Data entries:
**********
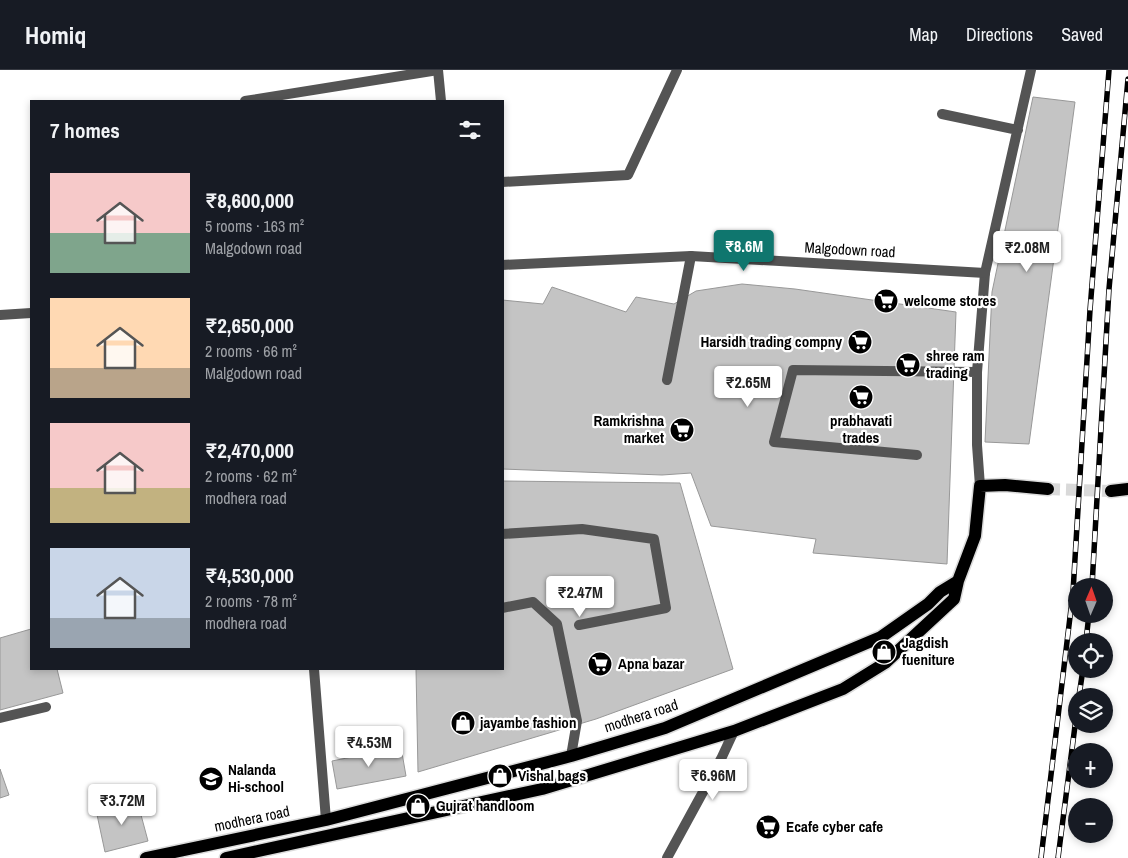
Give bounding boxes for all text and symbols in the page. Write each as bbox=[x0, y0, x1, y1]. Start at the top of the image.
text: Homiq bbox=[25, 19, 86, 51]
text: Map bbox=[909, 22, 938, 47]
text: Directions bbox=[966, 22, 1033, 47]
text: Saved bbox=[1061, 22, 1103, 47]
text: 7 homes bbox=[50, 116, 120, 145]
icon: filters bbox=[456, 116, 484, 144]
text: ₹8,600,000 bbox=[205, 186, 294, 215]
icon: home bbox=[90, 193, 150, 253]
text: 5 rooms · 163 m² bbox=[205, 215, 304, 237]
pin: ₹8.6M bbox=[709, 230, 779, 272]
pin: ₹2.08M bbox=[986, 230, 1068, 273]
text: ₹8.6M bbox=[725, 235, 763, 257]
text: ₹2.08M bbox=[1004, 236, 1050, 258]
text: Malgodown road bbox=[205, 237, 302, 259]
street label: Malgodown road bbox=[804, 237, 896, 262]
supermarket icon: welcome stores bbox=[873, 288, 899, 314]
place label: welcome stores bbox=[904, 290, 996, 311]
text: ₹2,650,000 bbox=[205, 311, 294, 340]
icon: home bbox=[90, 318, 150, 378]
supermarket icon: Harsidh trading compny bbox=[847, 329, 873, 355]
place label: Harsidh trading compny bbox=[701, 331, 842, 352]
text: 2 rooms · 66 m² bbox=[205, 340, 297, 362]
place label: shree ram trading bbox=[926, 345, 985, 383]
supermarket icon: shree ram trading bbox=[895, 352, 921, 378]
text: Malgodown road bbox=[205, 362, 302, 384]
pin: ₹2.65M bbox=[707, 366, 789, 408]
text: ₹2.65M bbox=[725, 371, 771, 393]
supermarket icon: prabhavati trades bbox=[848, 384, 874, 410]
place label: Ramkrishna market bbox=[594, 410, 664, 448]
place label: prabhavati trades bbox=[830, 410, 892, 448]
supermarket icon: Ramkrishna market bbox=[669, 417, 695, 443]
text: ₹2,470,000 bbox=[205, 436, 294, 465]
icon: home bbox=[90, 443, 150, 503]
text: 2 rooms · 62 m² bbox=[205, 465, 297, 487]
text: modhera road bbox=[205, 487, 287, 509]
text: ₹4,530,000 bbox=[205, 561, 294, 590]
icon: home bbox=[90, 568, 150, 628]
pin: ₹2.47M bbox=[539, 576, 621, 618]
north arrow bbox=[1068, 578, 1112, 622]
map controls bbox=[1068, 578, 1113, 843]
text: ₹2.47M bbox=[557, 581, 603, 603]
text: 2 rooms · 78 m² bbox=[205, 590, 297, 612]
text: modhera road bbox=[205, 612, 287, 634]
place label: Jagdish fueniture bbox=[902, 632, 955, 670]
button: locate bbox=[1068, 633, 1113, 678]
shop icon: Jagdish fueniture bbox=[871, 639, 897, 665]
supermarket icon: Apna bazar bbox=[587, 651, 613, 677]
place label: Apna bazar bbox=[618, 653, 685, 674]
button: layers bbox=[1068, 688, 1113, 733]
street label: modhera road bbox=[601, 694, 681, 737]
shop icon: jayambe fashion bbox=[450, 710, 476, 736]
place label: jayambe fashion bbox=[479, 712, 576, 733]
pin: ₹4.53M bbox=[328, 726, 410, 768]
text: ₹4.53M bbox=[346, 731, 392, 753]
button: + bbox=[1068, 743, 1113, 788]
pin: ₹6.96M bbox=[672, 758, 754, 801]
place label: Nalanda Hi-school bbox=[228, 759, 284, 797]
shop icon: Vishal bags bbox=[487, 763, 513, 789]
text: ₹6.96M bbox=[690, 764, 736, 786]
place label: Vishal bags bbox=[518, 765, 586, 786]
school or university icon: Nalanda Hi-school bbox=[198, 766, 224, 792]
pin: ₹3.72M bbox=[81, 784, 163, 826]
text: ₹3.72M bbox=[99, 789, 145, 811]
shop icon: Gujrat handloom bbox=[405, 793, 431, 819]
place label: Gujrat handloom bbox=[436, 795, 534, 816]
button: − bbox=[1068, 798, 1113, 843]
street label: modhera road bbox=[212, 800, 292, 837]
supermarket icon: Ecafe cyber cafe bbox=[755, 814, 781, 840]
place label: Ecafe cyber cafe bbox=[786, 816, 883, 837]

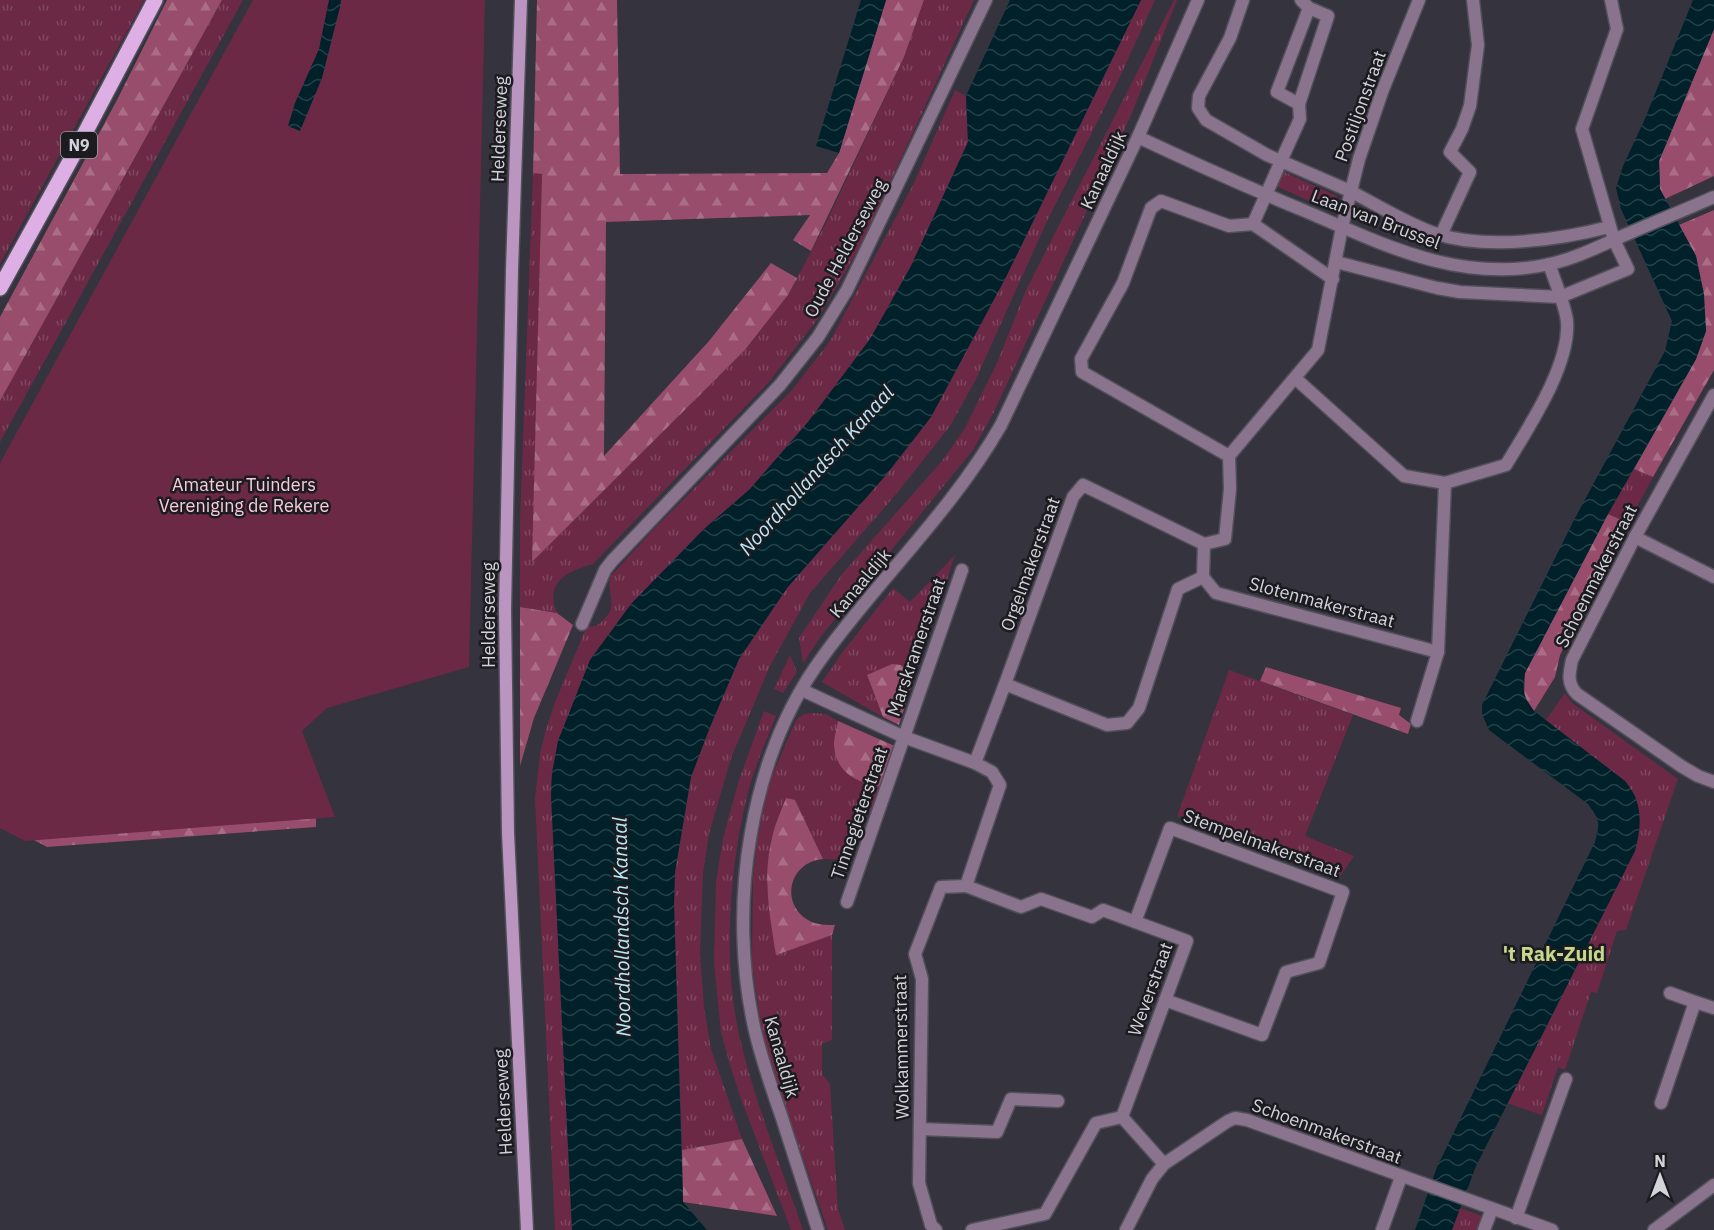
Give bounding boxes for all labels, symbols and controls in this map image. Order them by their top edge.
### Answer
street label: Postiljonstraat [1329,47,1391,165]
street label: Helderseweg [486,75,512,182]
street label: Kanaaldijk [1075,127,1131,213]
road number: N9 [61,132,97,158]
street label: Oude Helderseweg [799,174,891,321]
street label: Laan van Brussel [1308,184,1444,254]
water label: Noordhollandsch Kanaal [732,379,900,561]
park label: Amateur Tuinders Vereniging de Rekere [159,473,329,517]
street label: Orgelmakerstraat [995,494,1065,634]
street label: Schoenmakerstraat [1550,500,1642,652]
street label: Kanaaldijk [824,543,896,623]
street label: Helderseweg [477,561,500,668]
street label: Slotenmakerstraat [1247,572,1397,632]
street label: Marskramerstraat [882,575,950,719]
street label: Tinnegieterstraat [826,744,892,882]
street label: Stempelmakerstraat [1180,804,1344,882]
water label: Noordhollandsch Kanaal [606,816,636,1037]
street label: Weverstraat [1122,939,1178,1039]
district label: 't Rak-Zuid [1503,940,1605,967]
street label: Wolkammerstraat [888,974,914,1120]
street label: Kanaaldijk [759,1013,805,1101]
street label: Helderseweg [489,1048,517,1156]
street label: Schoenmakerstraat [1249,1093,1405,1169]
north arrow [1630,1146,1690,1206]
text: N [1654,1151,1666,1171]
**********
Task brief –
Your task is to write out the lines from the one with "Give bounding boxes for all labels, symbols" through the end of the records, exactly and with nothing added.

Exercise response –
Give bounding boxes for all labels, symbols and controls in this map image. Order them by their top edge.
### Answer
street label: Postiljonstraat [1329,47,1391,165]
street label: Helderseweg [486,75,512,182]
street label: Kanaaldijk [1075,127,1131,213]
road number: N9 [61,132,97,158]
street label: Oude Helderseweg [799,174,891,321]
street label: Laan van Brussel [1308,184,1444,254]
water label: Noordhollandsch Kanaal [732,379,900,561]
park label: Amateur Tuinders Vereniging de Rekere [159,473,329,517]
street label: Orgelmakerstraat [995,494,1065,634]
street label: Schoenmakerstraat [1550,500,1642,652]
street label: Kanaaldijk [824,543,896,623]
street label: Helderseweg [477,561,500,668]
street label: Slotenmakerstraat [1247,572,1397,632]
street label: Marskramerstraat [882,575,950,719]
street label: Tinnegieterstraat [826,744,892,882]
street label: Stempelmakerstraat [1180,804,1344,882]
water label: Noordhollandsch Kanaal [606,816,636,1037]
street label: Weverstraat [1122,939,1178,1039]
district label: 't Rak-Zuid [1503,940,1605,967]
street label: Wolkammerstraat [888,974,914,1120]
street label: Kanaaldijk [759,1013,805,1101]
street label: Helderseweg [489,1048,517,1156]
street label: Schoenmakerstraat [1249,1093,1405,1169]
north arrow [1630,1146,1690,1206]
text: N [1654,1151,1666,1171]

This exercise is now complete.